The evidence as to what W.J. Hall said to witnesses about being an agent of appellant to sell the land described in the contract was properly excluded. Under the terms of the contract it was not contemplated that appellant should appoint other agents than appellees to sell the land, and if it had been, and it was necessary to prove the appointment of other agents, it could not be done by the declarations of such agents to third parties. Hall it seems had been employed by appellees to assist them in getting purchasers for the land, and while so employed he also *79 entered the employment of appellant to sell the land, and it was admissible to allow Woodruff, one of the appellees, to testify that he knew nothing about such employment of Hall by appellant and that Hall told him nothing about it. It was also admissible to prove that appellees had told appellant that Hall had been employed by them to assist in the sale of the land. It brought home to appellant the fact that Hall was an agent of appellees, and tended to show that by his subsequent conduct in employing Hall he was endeavoring to interfere with them in executing their contract, and thereby bringing about a failure on their part. To say that appellant could knowingly hire the servants of appellees to work for him, and thereby break down appellees in their efforts to sell the land, would be to sustain conduct that can not meet with countenance in any court.
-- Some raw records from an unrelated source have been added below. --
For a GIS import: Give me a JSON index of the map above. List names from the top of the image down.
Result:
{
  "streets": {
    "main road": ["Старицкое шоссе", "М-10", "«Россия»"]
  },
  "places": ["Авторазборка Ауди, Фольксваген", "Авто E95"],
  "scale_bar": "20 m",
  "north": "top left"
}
It was permissible under the pleadings to show what the demand for land was in the fall of 1900, and what the probable expense would be to sell the land, and as to whether there were any applications for purchase, and it would seem that this could only be done by interrogating witnesses about the several matters. An estimate of the probable cost of selling the remaining land was not only permissible but necessary to enable the jury to ascertain what the cost would be. The question as to the negotiations for sale of the land was not leading, and proof that a party had offered $15 an acre for a part of the land was not hearsay. It was the narration of a fact. The conversation with Mayfield was in the presence of and with appellant and was admissible. We think that testimony as to negotiations for purchase of the land was permissible as tending to show that the land was in demand and would have probably been sold.
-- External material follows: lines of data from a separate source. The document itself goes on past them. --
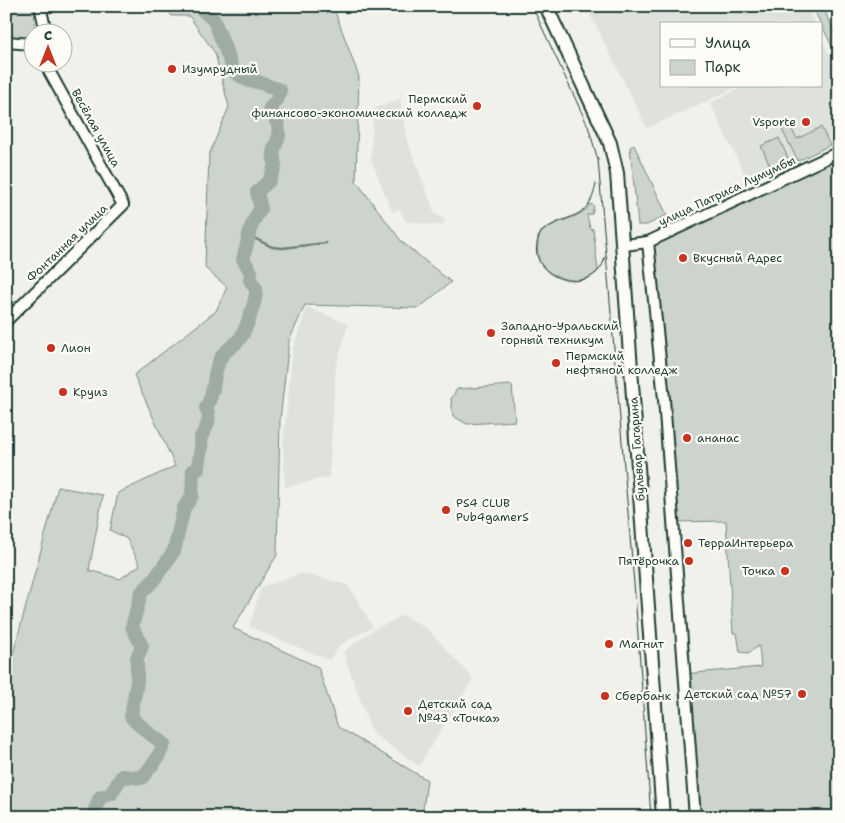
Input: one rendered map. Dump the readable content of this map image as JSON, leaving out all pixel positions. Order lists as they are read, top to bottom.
{
  "streets": {
    "main road": ["бульвар Гагарина"],
    "street": ["Весёлая улица", "улица Патриса Лумумбы", "Фонтанная улица"]
  },
  "crossings": [
    ["Весёлая улица", "Фонтанная улица"],
    ["улица Патриса Лумумбы", "бульвар Гагарина"]
  ],
  "places": [
    "Изумрудный",
    "Пермский финансово-экономический колледж",
    "Vsporte",
    "Вкусный Адрес",
    "Западно-Уральский горный техникум",
    "Лион",
    "Пермский нефтяной колледж",
    "Круиз",
    "ананас",
    "PS4 CLUB Pub4gamerS",
    "ТерраИнтерьера",
    "Пятёрочка",
    "Точка",
    "Магнит",
    "Детский сад №57",
    "Сбербанк",
    "Детский сад №43 «Точка»"
  ],
  "legend": ["Улица", "Парк"],
  "north": "top"
}
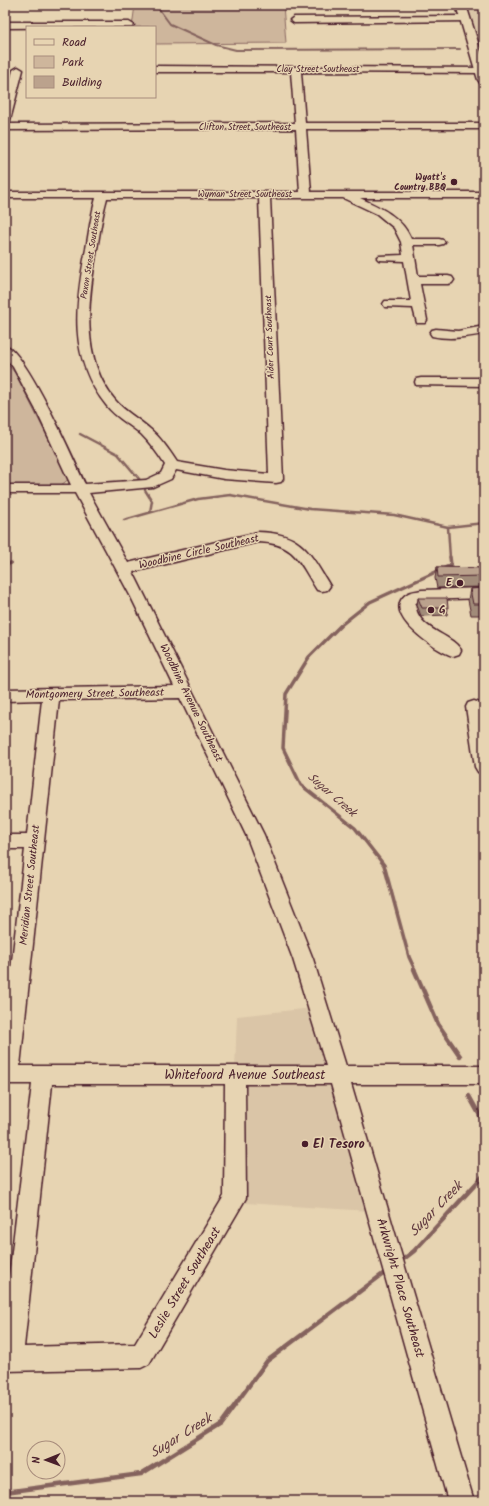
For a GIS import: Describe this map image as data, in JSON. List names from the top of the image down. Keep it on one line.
{"streets":{"street":["Clay Street Southeast","Clifton Street Southeast","Wyman Street Southeast","Paxon Street Southeast","Alder Court Southeast","Woodbine Circle Southeast","Montgomery Street Southeast","Woodbine Avenue Southeast","Meridian Street Southeast","Whitefoord Avenue Southeast","Leslie Street Southeast","Arkwright Place Southeast"]},"crossings":[["Wyman Street Southeast","Paxon Street Southeast"],["Wyman Street Southeast","Alder Court Southeast"],["Paxon Street Southeast","Alder Court Southeast"],["Woodbine Circle Southeast","Woodbine Avenue Southeast"],["Montgomery Street Southeast","Woodbine Avenue Southeast"],["Montgomery Street Southeast","Meridian Street Southeast"],["Woodbine Avenue Southeast","Whitefoord Avenue Southeast"],["Woodbine Avenue Southeast","Arkwright Place Southeast"],["Meridian Street Southeast","Whitefoord Avenue Southeast"],["Whitefoord Avenue Southeast","Leslie Street Southeast"],["Whitefoord Avenue Southeast","Arkwright Place Southeast"]],"water":["Sugar Creek"],"places":["Wyatt's Country BBQ","E","G","El Tesoro"],"legend":["Road","Park","Building"],"north":"left"}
The court properly refused to give the special charges re quested. The law covering the facts was given in the charge of the court. It was not error to assume that appellant had revoked the agency of appellees. The uncontroverted evidence shows that this was done. The contract did not require that the whole of the time and attention of appellees should be devoted to the sale of the land, and it was not erroneous to instruct the jury that reasonable diligence in procuring purchasers met the terms of the contract. It was the duty of the court to construe the language of the contract, and we think its construction correct.
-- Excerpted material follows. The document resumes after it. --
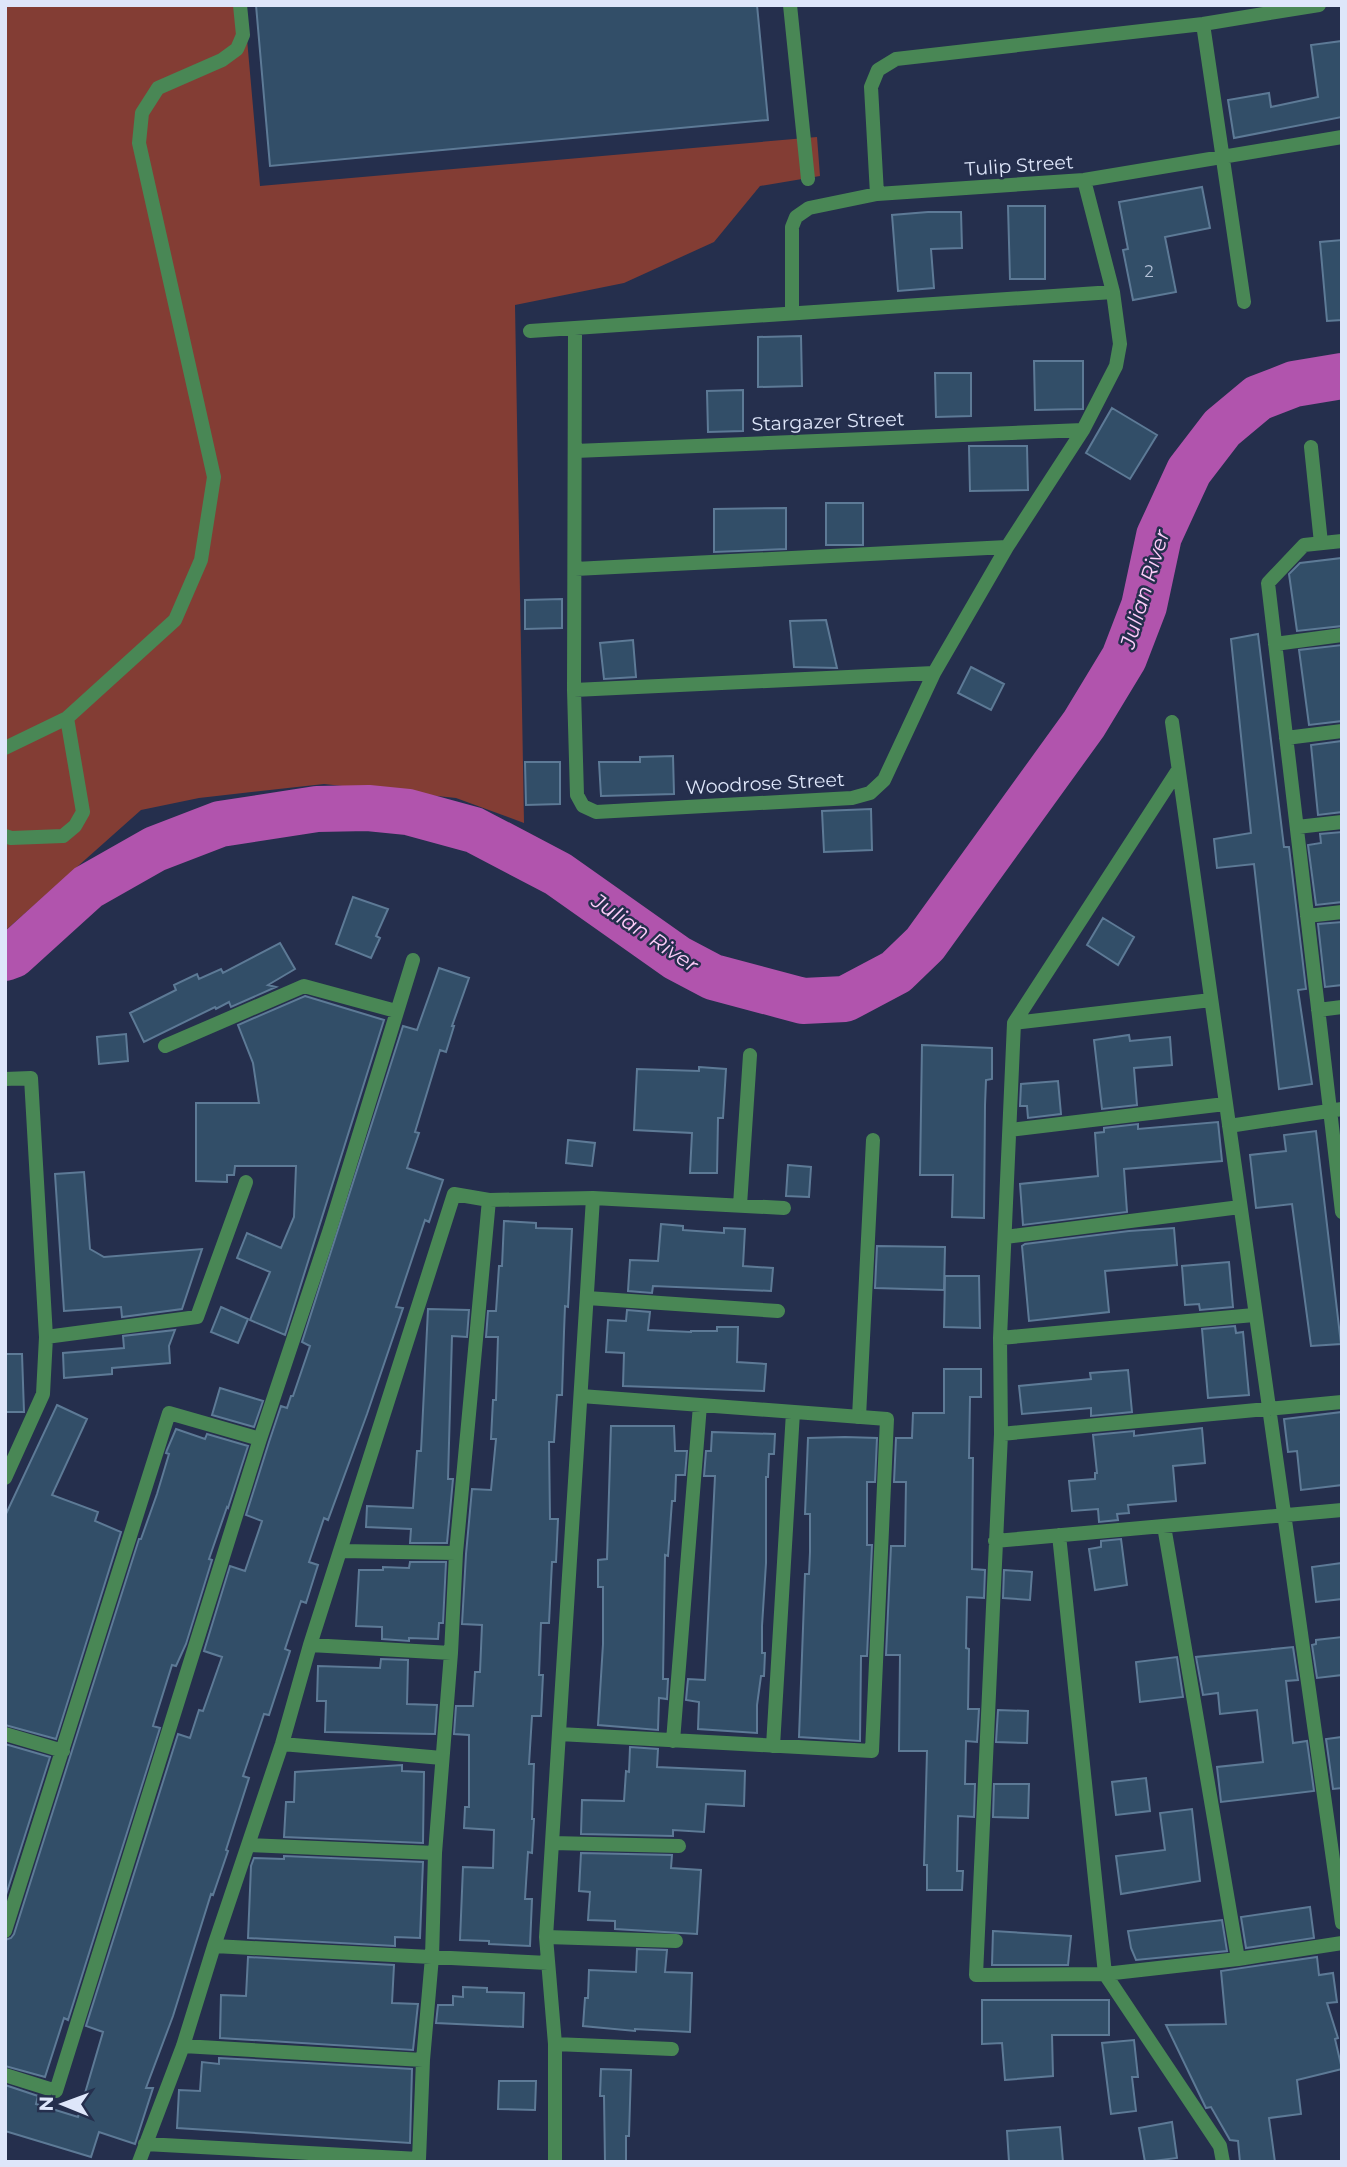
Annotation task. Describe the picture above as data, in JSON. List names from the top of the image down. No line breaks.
{"streets":{"street":["Tulip Street","Stargazer Street","Woodrose Street"]},"crossings":[["Tulip Street","Woodrose Street"],["Stargazer Street","Woodrose Street"]],"water":["Julian River"],"house_numbers":["2"],"north":"left"}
The testimony in this case tends to establish that through the efforts of appellees interest had been aroused in the land placed in their hands by appellant, and that numerous purchasers were seeking to obtain a portion of it. At the time when the land was being rapidly disposed of appellant breached the contract and discharged appellees from his service. He had, it is true, reserved the right to sell the whole or any portion of the land without compensating appellees for their efforts and expenses, but that harsh and rigorous section of the contract will not be extended so as to give the appellant the right when a demand for the land has been created, by the efforts of the appellees to reap the benefits, without compensation, of their labor. He might under the terms of his *80 contract, which were favorable in the highest degree to him, sell any land that he saw proper and not give any compensation to appellees for being the means of providing a customer, provided he did not act in bad faith in obtaining such purchaser, but he can not at will abrogate the contract and profit by his own wrongs in breaching the contract and deprive appellees of the legitimate fruits of their labors. It does not matter, as contended by appellant, that appellees had not devoted their entire time and attention to selling the land; the facts indicate that they were selling it rapidly when they were interfered with by appellant, and render it reasonably certain that, but for such interference, the whole of the land would have been sold within the time limit fixed by the contract. It is possible that appellant might have sold the whole or a portion of the land during that time limit, but that possibility can not relieve him from the full consequences of his unlawful act in abrogating the contract.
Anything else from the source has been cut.